Ese impulso del cualquier-cosa-es-suficiente está en la semilla de la cuarta fuerza destructiva del régimen: que las instituciones sirven para cualquier cosa, o que cualquier incompetente puede ser designado en cualquier cargo (Motta Domínguez es un caso de ese abuso, mencionado hasta por los propios funcionarios del régimen). Quizás no haya un ejemplo de mayores consecuencias para Venezuela como lo ocurrido con Petróleos de Venezuela. Con un pito en la boca y en cadena nacional, Chávez ordenó el despido de casi 20.000 profesionales, técnicos experimentados y calificados, en abril de 2002. Ese día comenzó el derrumbe de la industria. Pero todavía faltaba otra decisión para terminar de hundir a Pdvsa en la corrupción y la pérdida de foco: ponerla a gestionar los programas sociales, que no eran otra cosa que gigantescas operaciones de enriquecimiento ilícito. Pervertir el uso de las personas –como la orden de que los empleados públicos deben asistir a las concentraciones políticas– y de las organizaciones, tal el cuarto factor de la mentalidad destructiva.

Pero a todas estas prácticas señaladas hasta aquí –okupar, improvisar, chapucear y pervertir– debo añadir otra que, contrario a lo que podría parecer, nada tiene de superficial: es la tendencia a afearlo todo.

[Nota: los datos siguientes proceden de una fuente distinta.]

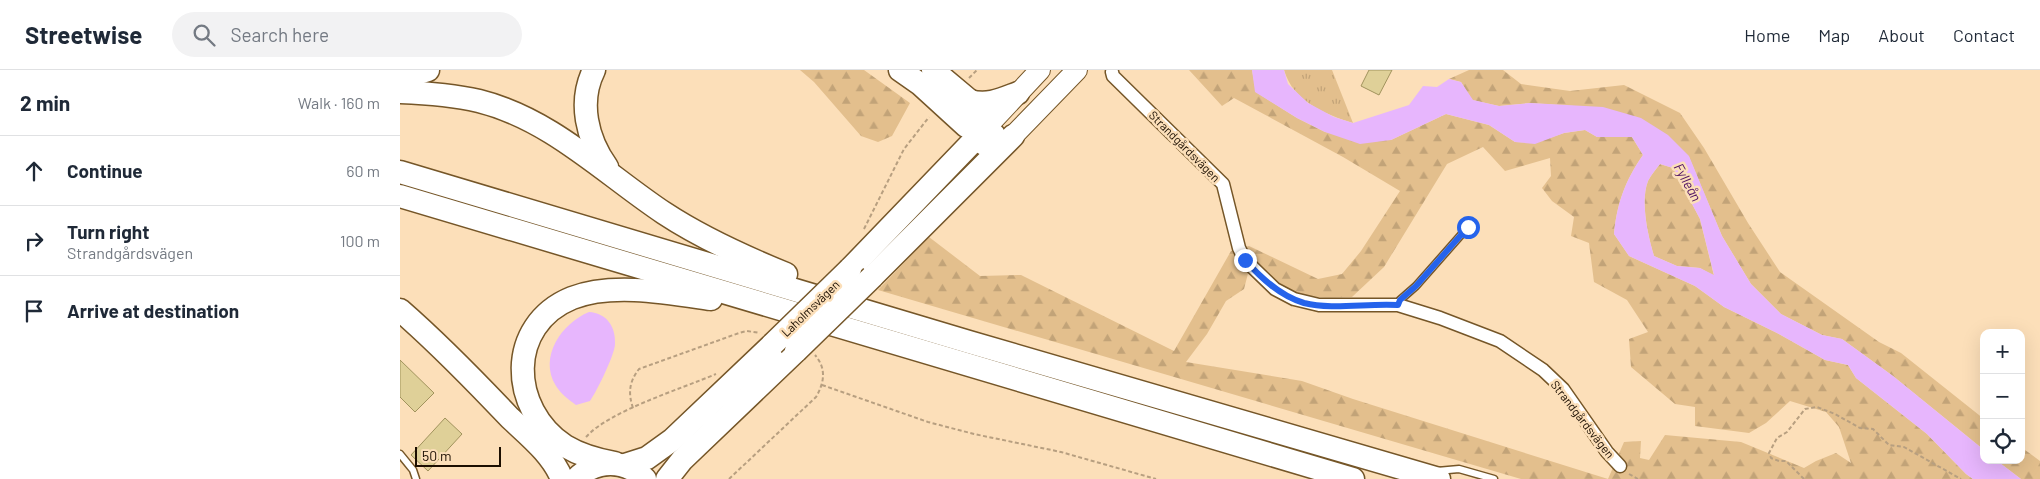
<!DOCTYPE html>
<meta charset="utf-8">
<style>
:root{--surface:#fff;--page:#f2f2f3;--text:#1f2937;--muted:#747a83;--line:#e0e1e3}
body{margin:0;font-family:Barlow,sans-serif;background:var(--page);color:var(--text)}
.controls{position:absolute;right:15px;bottom:15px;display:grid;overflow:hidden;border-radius:10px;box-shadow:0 5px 20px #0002}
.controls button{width:45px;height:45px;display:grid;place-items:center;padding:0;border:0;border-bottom:1px solid var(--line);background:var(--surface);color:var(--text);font:25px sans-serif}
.scale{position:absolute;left:15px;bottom:12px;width:86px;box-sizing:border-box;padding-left:5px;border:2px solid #1b0e00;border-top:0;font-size:14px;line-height:18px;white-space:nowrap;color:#1b0e00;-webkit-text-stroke:4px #fcdfb9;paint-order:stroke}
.stop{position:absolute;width:15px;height:15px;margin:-11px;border:4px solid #2563eb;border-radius:50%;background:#fff}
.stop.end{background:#2563eb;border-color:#fff;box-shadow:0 1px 5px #0008}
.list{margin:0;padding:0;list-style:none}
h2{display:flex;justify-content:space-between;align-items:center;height:65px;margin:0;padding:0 20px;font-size:21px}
h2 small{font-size:16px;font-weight:400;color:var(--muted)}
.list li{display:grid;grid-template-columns:32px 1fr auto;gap:15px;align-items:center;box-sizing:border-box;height:70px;padding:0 20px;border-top:1px solid var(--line)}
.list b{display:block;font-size:19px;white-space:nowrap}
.list p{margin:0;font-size:16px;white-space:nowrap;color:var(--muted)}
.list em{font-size:16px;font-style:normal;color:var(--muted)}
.icon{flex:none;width:28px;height:28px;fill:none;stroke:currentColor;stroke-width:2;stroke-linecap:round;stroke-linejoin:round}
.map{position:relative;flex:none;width:1640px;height:409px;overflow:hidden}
header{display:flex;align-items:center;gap:30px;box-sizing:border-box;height:70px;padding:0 25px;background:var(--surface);border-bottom:1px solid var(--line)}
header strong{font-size:24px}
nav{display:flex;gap:28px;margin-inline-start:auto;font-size:18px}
.search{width:350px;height:45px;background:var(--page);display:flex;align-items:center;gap:12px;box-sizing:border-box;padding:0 18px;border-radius:28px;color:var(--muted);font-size:19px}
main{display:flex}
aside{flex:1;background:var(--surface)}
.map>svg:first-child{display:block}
.grass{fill:url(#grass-tufts)}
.forest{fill:url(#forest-firs);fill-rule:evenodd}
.water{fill:#e7b6fd;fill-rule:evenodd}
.building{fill:#dfd098;stroke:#a1935d}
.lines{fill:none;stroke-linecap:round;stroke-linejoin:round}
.lane-casing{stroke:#755628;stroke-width:9}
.street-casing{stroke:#755628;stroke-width:15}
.primary-casing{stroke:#755628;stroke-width:22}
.highway-casing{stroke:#755628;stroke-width:25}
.path{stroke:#b79f80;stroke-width:2;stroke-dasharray:4 2.5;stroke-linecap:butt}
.lane{stroke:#fff;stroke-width:6}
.street{stroke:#fff;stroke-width:12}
.primary{stroke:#fff;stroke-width:20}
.highway{stroke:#fff;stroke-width:22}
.highway-bridge-casing{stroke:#755628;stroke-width:25;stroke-linecap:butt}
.highway-bridge{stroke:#fff;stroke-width:22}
.route{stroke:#2563eb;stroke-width:6}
.labels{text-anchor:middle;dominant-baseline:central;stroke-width:5;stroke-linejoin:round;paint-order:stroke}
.street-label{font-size:12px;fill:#1b0e00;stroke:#fcdfb9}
.water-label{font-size:14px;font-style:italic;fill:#4e1163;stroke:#fcdfb9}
</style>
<header>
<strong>Streetwise</strong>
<div class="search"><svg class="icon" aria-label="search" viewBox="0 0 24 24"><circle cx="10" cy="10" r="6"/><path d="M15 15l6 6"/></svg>Search here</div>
<nav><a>Home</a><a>Map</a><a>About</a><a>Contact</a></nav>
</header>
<main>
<aside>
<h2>2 min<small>Walk · 160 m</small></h2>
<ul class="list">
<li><svg class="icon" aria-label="ahead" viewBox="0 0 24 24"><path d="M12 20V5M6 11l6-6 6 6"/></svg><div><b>Continue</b></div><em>60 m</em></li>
<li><svg class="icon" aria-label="right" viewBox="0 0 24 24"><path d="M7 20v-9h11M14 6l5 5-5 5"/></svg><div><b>Turn right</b><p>Strandgårdsvägen</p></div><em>100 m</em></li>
<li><svg class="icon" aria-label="arrive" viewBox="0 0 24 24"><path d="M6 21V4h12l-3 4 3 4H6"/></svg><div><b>Arrive at destination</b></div></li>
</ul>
</aside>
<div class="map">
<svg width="1640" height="409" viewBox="0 0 1640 409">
<defs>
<pattern id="grass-tufts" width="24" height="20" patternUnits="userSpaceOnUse" patternTransform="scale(1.25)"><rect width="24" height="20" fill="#e3bf8d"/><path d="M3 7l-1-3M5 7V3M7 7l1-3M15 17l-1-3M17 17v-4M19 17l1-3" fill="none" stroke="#c2a378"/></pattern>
<pattern id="forest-firs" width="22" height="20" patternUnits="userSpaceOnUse" patternTransform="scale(1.25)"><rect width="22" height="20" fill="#e3bf8d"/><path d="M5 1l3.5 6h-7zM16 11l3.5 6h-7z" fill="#c2a378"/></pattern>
</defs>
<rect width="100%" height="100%" fill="#fcdfb9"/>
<path class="grass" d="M884,0H932L953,53C924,44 893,31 884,0Z"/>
<g class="forest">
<polygon points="400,0 464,0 510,33 492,66 478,72 461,66 414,12"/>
<path d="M789,0H852L856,22L897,48L925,62L991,70L1046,44L1089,55L1115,72L1135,73L1164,63L1185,60L1197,67H1232L1243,85C1225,111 1217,133 1214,164L1229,186L1295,216L1324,237L1377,263L1425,290L1448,295L1456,308L1527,364L1566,404L1573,409H1121L478,220L529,167L580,206L621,205L774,281L831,181L849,176L918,209L942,204L961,181L1000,121L943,87L834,28L822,36ZM1083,77L1105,101L1150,88L1151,106L1142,118L1152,131L1174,147L1171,166L1189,173L1194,212L1227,230L1248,262L1229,269L1231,297L1275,334L1295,337V356L1349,363L1366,353L1390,331L1426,342L1439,357L1451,393L1436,383L1416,391L1404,398L1341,372L1265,365L1249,390L1240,388L1241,371L1224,372L1208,409L953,329L902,311L786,292L807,264L826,231L844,219L852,188C859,196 867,208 876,214C899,229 926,228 952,227L984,197L1047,94Z"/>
<polygon points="1069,0 1103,0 1121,14 1170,21 1224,15 1280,43 1304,78 1348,153 1380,202 1479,272 1501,283 1584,349 1584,380 1493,306 1442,269 1422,265 1381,244 1351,214 1322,166 1289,87 1203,38 1130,33 1099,36 1072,30 1061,12 1049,9"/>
<path d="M1260,94L1273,98L1300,149L1314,206L1300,198L1277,196L1254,186C1248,166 1240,131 1248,111C1251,105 1256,99 1260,94Z"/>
<polygon points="1621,377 1640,391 1640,409 1621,409 1596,390 1621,390"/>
</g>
<g class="water">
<path d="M852,0H884L888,14L908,33L934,47L953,53L1009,35L1023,16L1037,17L1049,9L1061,12L1073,30L1099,36L1130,33L1203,37L1241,48L1268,65L1289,86L1322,166L1351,214L1381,244L1422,265L1442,269L1493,306L1584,380V390H1596L1621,409H1573L1566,404L1527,364L1456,308L1448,295L1425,290L1377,263L1324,237L1295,216L1229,186L1214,164C1217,133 1225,111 1243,85L1232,67H1197L1185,60L1164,63L1135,74L1115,72L1089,55L1046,44L991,70L960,74L925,62L897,48L855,22ZM1260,94L1273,98L1300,149L1314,205L1300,198L1277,196L1254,186C1248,166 1240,131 1248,111C1251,105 1256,99 1260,94Z"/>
<path d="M189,242C206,243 216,256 215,274C215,284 197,321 190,331L176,335C168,329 161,324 156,316C138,287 162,253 189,242Z"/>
</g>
<g class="building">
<polygon points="969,0 992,0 979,25 961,16"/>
<polygon points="0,290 34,323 15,342 0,327"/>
<polygon points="45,348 62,364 28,401 11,385"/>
</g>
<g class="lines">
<defs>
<g id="lane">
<polyline points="998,235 1000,230 1016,216 1068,157"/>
<polyline points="0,384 13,400 16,409"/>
<polyline points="1037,401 1059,399 1094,409"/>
</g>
<polyline id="street" points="712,2 713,6 823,114 839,178 845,190 875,219 894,229 919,235 998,235 1040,248 1100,271 1143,300 1163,319 1207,382 1220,396"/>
<g id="primary">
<polyline points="582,62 640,0"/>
<polyline points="613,66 677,0"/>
</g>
<g id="highway">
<path d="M194,0C178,32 187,69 207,97"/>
<polyline points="500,0 520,14 566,56 594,65"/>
<polyline points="533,0 570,31 581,52 584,74"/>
<polyline points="0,9 28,0"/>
<path d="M0,22C27,23 53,25 79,31C151,49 204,103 264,143C302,168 344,187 386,204"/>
<path d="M570,31C588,36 602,29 618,23"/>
<polyline points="0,102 569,272 1039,409"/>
<polyline points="0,126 953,409"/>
<polyline points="450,199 582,62"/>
<polyline points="472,207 613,66"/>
<path d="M0,240C39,274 75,311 110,348C129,366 152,384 162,409"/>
<path d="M215,393C197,390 180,385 165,376C109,339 106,255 172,228C212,212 270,223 311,229"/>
<polyline points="225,395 247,388 272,370 373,274"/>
<path d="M176,409C196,389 225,389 245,409"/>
<polyline points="267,409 282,390 396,281"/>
</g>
</defs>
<use href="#lane" class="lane-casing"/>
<use href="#street" class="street-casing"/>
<use href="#primary" class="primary-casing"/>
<use href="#highway" class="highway-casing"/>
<g class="path">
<polyline points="569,8 577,0"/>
<polyline points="464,159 504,79 529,47"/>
<polyline points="422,315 528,352 574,364 661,382 756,409"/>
<path d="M233,338C228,323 229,312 239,299L339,263L347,261L360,263"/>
<path d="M186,367C209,341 281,319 316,304"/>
<polyline points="1229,404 1238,409"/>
<path d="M329,409L416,327C424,313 427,299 415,285"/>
<polyline points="1404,409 1386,391 1379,391 1371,388 1369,383 1377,368 1387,362 1405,339 1417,337 1435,344 1460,358 1473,359 1489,375 1504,377 1561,409"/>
</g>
<use href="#lane" class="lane"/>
<use href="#street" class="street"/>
<use href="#primary" class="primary"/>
<use href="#highway" class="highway"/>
<defs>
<g id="highway-bridge">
<polyline points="373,274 450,199"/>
<polyline points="396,281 472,207"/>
</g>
</defs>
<use href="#highway-bridge" class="highway-bridge-casing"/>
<use href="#highway-bridge" class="highway-bridge"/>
</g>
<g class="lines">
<path class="route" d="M845,190C861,208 880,226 904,233C932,240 968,233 998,235L1000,230L1016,216L1068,157"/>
</g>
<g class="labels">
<g class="street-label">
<text transform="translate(785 76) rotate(45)">Strandgårdsvägen</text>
<text transform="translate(410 238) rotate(-44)">Laholmsvägen</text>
<text transform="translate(1183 349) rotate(52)">Strandgårdsvägen</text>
</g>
<g class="water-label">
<text transform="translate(1288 112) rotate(61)">Fylleån</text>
</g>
</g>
</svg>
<div class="controls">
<button>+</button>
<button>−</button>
<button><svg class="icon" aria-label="locate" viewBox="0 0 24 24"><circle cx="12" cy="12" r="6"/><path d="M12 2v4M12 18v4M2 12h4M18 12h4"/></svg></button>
</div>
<div class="scale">50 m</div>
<div class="stop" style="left:1068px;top:157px"></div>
<div class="stop end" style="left:845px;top:190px"></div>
</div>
</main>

La destrucción aparece con una estética de la fealdad: sucia, abigarrada, chillona, plagada de frases absurdas, de referencias que son expresiones de la malignidad –como los ojos de Chávez o el lema “Patria o muerte”–. Esa fealdad, el quinto factor, es indisociable de la ruina, es uno de sus elementos constitutivos.

Y así llegamos al culmen de la cultura lumpen-okupa del chavismo-madurismo: la destrucción suele ser la antesala del robo y, al revés, el robo de los bienes públicos genera deterioro, ruina, abandono, suciedad. El robo de los bienes públicos no es solo el sexto procedimiento mental del impulso destructivo del régimen, es también su razón de ser, su interés exclusivo y  excluyente, la energía que anima sus estrategias y sus decisiones.